I’m up at 1:20am unable to sleep and this theme keeps rolling around in my head. Since I can’t sleep I came downstairs to write so here we go.

The title of this blog may bring to mind the story of the woman caught in the act of adultery in John chapter 8 or maybe even the woman at the well in John chapter 4.

I was saved on July 30, 2009. I was 35 years old and had lived all my life searching and running and running and searching. I said the sinners prayer around a dinner table that amazing day in 2009, and my life was changed forever in that instant.

I had what some would call a “radical conversion moment” where one minute my life was going the wrong way and the next it was not. What I have found these last 12 years of my Christian life is that everyone’s story is unique. Some people have that “a-ha” moment like I did and for others it is more like a long, slow simmer into their faith life. Either way it is powerful, real, personal and miraculous.

I’ve often wondered about a few women in the Bible, and what their lives looked like after they began to live as Christians. The Bible doesn’t mention the failures and slip ups of either the woman at the well (John 4) nor the woman caught in the act of adultery (John 8) after their moment of coming to faith in Jesus, but you’ve got to know that they weren’t perfect from the get go. They probably struggled with old tendencies, and…NEWSFLASH! They probably did sin even after their miraculous encounters with the Messiah Himself! Oh, but His grace covers!

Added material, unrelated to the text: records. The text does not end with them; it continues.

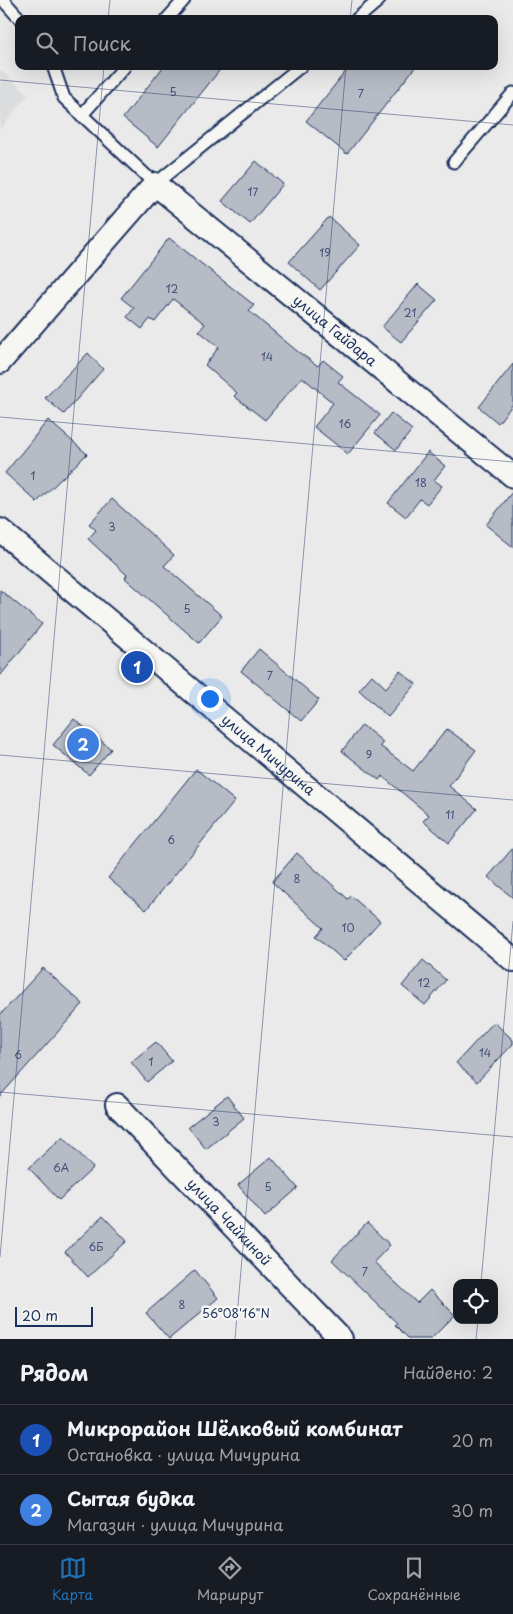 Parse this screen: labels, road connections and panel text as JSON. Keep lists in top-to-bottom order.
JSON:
{
  "streets": {
    "street": ["улица Гайдара", "улица Мичурина", "улица Чайкиной"]
  },
  "house_numbers": [
    "5",
    "7",
    "17",
    "19",
    "12",
    "21",
    "14",
    "16",
    "1",
    "18",
    "3",
    "5",
    "7",
    "9",
    "11",
    "6",
    "8",
    "10",
    "12",
    "14",
    "6",
    "1",
    "3",
    "6А",
    "5",
    "6Б",
    "7",
    "8"
  ],
  "scale_bar": "20 m",
  "page": {
    "search": "Поиск",
    "pins": ["1", "2"],
    "scale": "20 m",
    "heading": ["Рядом", "Найдено: 2"],
    "list": [
      {
        "mark": "1",
        "name": "Микрорайон Шёлковый комбинат",
        "note": "Остановка · улица Мичурина",
        "value": "20 m"
      },
      {
        "mark": "2",
        "name": "Сытая будка",
        "note": "Магазин · улица Мичурина",
        "value": "30 m"
      }
    ],
    "nav": ["Карта", "Маршрут", "Сохранённые"]
  },
  "coordinates": ["56°08'16\"N"]
}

These were women with extremely broken pasts: the woman at the well who’d had five husbands and then the woman caught in the act of adultery. Let me say that again for the people in the back: a woman who’d had five husbands and another woman caught in the act of adultery. Safe to say, they had issues with men, and they probably had a laundry list of lots of other issues as well. I can relate. Let me let you in on a little secret (or maybe not so little of a secret). I was the woman at the well. Let me also confess that some things in my life changed miraculously on that wonderful July day in 2009, and others… well…let’s just say I am a work in progress and thankful for the Lord’s grace and truth in my life. Oh, but His grace covers!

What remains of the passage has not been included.